Our difference-in-difference estimates reveal that firms compelled to increase board independence show a smaller improvement in CEO ability than do other firms, suggesting that independent directors do not view generalist CEOs favorably. Our findings are consistent with the notion that generalist CEOs may have incentives that conflict with those of shareholders, resulting in an incentive misalignment. For instance, generalist CEOs are less likely to be risk-averse (Custodio et al., 2013; Mishra, 2014). Supporting this argument, Mishra (2014) reports that having a generalist CEO leads to a significantly higher cost of equity capital. Moreover, because generalist CEOs tend to change jobs more often, they may not take the long-term perspective required to enhance shareholder value. Furthermore, our results are consistent with those in Ma, Ruan, Wang, and Zhang (2021), who find that companies with generalist CEOs have significantly lower credit ratings, implying that credit rating agencies view generalist CEOs as a credit risk factor. Their results are consistent with ours. Both independent directors and credit rating agencies view generalist CEOs unfavorably.

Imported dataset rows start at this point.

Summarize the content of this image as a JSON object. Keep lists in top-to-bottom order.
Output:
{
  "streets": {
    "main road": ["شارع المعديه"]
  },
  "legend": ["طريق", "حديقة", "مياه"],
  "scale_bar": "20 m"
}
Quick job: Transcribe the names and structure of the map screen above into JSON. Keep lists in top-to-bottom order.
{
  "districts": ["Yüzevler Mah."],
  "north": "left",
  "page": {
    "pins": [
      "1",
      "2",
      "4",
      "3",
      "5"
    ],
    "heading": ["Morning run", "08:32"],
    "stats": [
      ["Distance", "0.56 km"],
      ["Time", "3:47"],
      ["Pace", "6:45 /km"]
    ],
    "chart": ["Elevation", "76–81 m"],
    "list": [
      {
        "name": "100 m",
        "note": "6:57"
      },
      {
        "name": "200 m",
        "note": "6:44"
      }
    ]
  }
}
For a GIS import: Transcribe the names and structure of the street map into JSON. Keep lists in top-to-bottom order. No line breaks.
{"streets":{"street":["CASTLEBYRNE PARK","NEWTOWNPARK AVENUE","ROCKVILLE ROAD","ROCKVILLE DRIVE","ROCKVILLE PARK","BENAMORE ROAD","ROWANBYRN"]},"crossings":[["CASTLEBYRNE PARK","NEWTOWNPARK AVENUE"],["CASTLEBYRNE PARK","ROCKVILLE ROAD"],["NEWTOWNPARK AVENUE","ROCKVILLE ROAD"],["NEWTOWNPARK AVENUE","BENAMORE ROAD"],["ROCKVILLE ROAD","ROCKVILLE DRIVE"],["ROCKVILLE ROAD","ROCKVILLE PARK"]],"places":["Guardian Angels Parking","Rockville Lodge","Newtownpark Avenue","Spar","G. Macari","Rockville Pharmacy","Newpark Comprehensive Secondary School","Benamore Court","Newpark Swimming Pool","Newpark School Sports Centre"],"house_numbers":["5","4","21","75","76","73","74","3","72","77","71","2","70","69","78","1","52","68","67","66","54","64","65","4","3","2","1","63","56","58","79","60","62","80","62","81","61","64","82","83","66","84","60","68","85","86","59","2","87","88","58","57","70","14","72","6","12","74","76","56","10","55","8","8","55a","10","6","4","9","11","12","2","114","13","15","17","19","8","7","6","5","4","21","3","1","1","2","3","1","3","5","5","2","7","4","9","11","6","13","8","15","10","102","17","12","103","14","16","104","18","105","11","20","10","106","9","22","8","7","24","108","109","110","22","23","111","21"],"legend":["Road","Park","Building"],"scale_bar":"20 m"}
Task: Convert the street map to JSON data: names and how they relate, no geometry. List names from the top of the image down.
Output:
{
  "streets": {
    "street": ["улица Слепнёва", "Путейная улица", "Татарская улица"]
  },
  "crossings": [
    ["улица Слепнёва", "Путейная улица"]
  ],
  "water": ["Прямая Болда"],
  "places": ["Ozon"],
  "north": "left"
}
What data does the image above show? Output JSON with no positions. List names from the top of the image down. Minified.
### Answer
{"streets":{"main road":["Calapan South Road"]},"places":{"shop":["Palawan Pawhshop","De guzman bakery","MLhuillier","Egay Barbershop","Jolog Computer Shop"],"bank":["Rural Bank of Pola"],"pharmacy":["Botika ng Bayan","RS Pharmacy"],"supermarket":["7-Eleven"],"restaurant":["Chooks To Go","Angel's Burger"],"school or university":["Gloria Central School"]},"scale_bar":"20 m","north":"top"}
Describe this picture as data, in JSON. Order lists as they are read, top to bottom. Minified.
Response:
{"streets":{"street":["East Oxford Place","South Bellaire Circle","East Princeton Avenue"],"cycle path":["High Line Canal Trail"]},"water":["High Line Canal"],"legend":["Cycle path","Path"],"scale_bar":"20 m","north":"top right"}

We also run several checks to ensure that our findings are robust. For instance, we execute propensity score matching, where we carefully match each treatment firm to another firm outside the treatment group that is most similar based on several firm characteristics. So, our treatment and control firms are nearly identical except for board independence. This technique increases the probability that the findings are driven by board independence, not by any other firm characteristics. Moreover, an instrumental variable analysis, which is more likely to reveal a causal effect, corroborates our findings. Finally, we apply Oster’s (2019) method for testing coefficient stability and find that our conclusion is robust. exchange program in thai
Our results contribute to the debate about generalist CEOs. Most prior studies concentrate on assessing the effects of generalist CEOs on corporate outcomes and policies. Our study, however, adopts a unique approach, focusing on how independent directors view generalist CEOs. Furthermore, our study contributes to the literature that exploits the Sarbanes-Oxley Act to ascertain the effects of board independence on various corporate outcomes. Our study is the first to apply this approach to explore the impact of board independence on general managerial skills.